Almost every streaming Cloud Dataflow pipeline needs to shuffle data and store time window state. Currently, Cloud Dataflow performs these operations on worker Virtual Machines and uses attached Persistent Disks for window state and shuffle storage. The new opt-in Streaming Engine (also now available in beta) moves these operations from worker VMs into a Cloud Dataflow backend service, leading to several improvements:

More responsive autoscaling in response to incoming data volume variation. The Streaming Engine offers smoother, more granular worker scaling.
Reductions in consumed worker VM resources (CPU, memory, and Persistent Disk storage). The Streaming Engine works best with smaller worker machine types (n1-standard-2 instead of n1-standard-4) and does not require Persistent Disk beyond a small worker boot disk.
Improved supportability, since users don’t need to re-deploy their pipelines to apply service updates

https://storage.googleapis.com/gweb-cloudblog-publish/images/dataflow-streams-1mvnu.max-700x700.PNG

Figure 1: comparison of current and Streaming Engine streaming pipeline execution environments

Streaming autoscaling improvements

Consider a workload that processes a stream of events with a data rate that varies throughout the day. For example, this workload could ingest events from smart devices, join them with metadata, calculate averages over a pre-defined time window, and store the enriched events and statistics into BigQuery for further analysis.

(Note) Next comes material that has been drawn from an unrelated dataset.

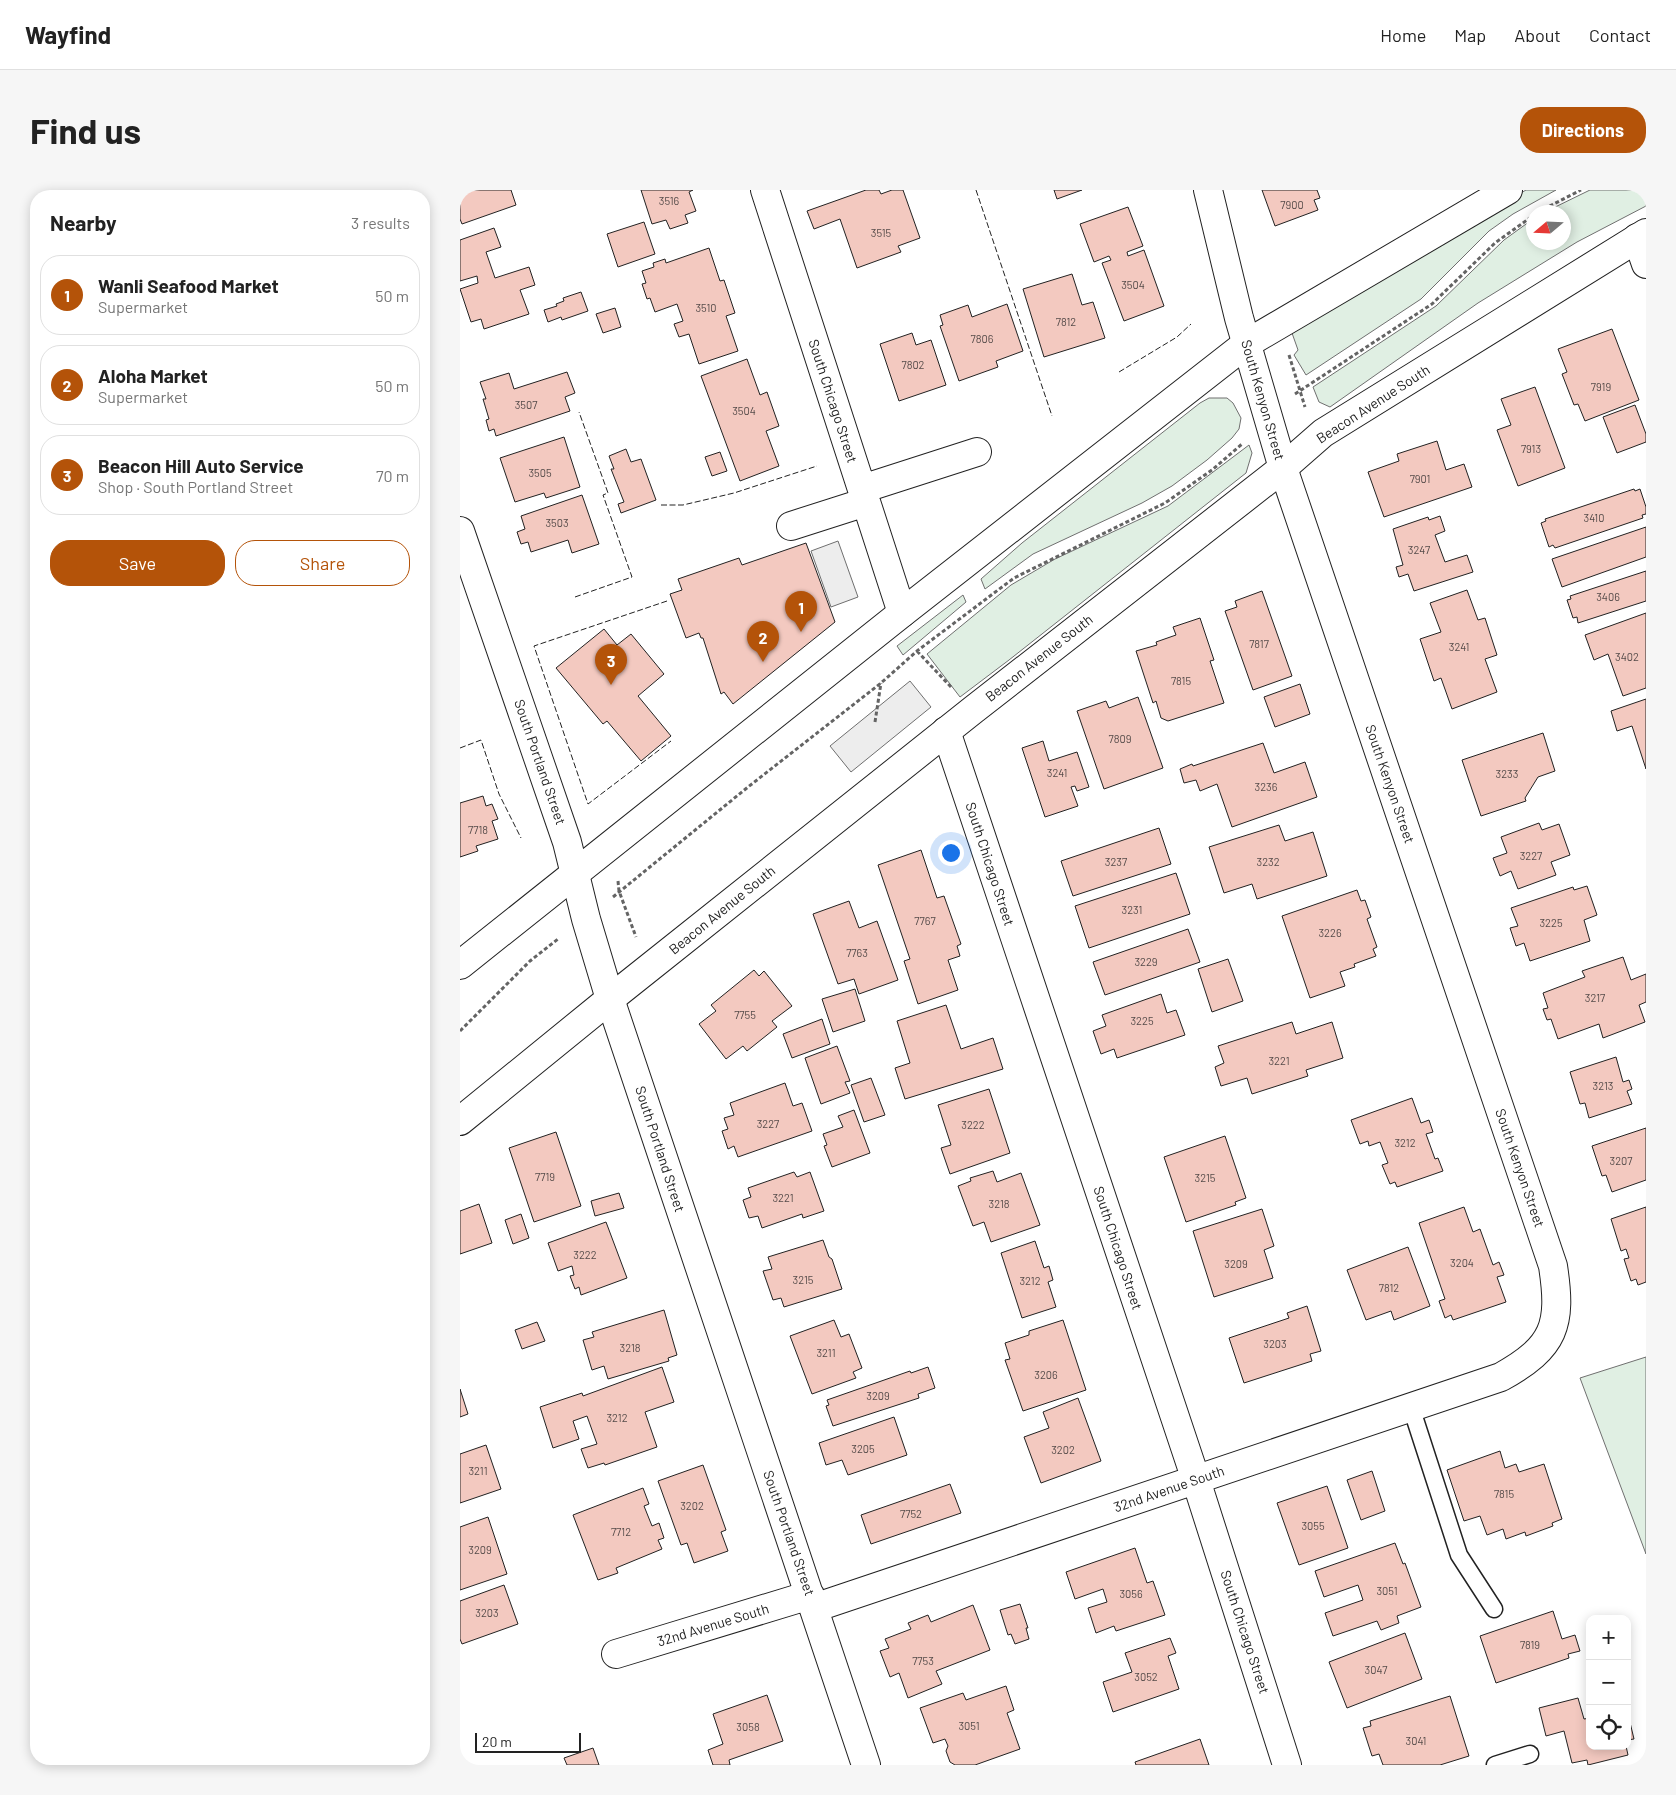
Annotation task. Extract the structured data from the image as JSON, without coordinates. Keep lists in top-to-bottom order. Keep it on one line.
{"streets":{"street":["South Kenyon Street","South Chicago Street","Beacon Avenue South","South Portland Street","32nd Avenue South"]},"crossings":[["South Kenyon Street","Beacon Avenue South"],["South Kenyon Street","32nd Avenue South"],["South Chicago Street","Beacon Avenue South"],["South Chicago Street","32nd Avenue South"],["Beacon Avenue South","South Portland Street"],["South Portland Street","32nd Avenue South"]],"house_numbers":["3516","7900","3515","3504","3510","7812","7806","7802","7919","3507","3504","7913","3505","7901","3410","3503","3247","3406","7817","3241","3402","7815","7809","3241","3233","3236","7718","3227","3237","3232","3231","7767","3225","3226","7763","3229","3217","7755","3225","3221","3213","3227","3222","3212","3207","7719","3215","3221","3218","3222","3204","3209","3215","3212","7812","3203","3218","3211","3206","3209","3212","3205","3202","3211","7815","3202","7752","3055","7712","3209","3051","3056","3203","7819","7753","3047","3052","3051","3058","3041"],"scale_bar":"20 m","north":"left","page":{"header":"Wayfind","nav":["Home","Map","About","Contact"],"buttons":["Directions",["Save","Share"]],"title":"Find us","heading":["Nearby","3 results"],"list":[{"mark":"1","name":"Wanli Seafood Market","note":"Supermarket","value":"50 m"},{"mark":"2","name":"Aloha Market","note":"Supermarket","value":"50 m"},{"mark":"3","name":"Beacon Hill Auto Service","note":"Shop · South Portland Street","value":"70 m"}],"pins":["1","2","3"],"map_buttons":["+","−"],"scale":"20 m"}}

The following figure shows the rates of input data in an illustrative workload. It varies anywhere from a couple of million bytes per second to more than 10 million bytes per second.

https://storage.googleapis.com/gweb-cloudblog-publish/images/dataflow-streams-2cax0.max-600x600.PNG

Figure 2: input data rate (in bytes per second)

In the current Dataflow streaming architecture that does not use the Streaming Engine, Dataflow would observe the CPU utilization of worker VMs and, once it becomes sufficiently high, would autoscale the number of workers to a higher value. In the graph in Figure 3 this occurred about 9 minutes into the job, at 12:57pm, when Dataflow autoscaled from 3 workers all the way up to 15 workers. As the inbound data rate remained high, the CPU utilization of workers also stayed high, justifying the continued deployment of 15 workers. Then, around 1:10pm, the inbound data rate declined significantly, and after a short 6 minute delay to make sure that more data was not still inbound, Dataflow downscaled first to 8 workers and then to 5 workers. Just as Dataflow scaled down to 5 workers, our inbound data rate picked up again, and Dataflow reacted after observing the CPU utilization by increasing the number of workers again to 15 at the 1:35 pm mark, where it stayed until the end of this job.

In our new streaming architecture, where the Streaming Engine is responsible for state storage and streaming shuffle, the same input data stream would result in a similar autoscaling decision at 9-minute time mark (see graph below). However, streaming pipelines using the Streaming Engine do not need quite as many workers to accomplish the same work, so Dataflow autoscaled to 13 workers (and not 15, as before). Furthermore, Dataflow downscaled much more quickly (after 3 minutes instead of 6 minutes) and to a lower number of workers (first 5, and then 3, instead of 8 and 5 as before), when the first streaming data wave ended.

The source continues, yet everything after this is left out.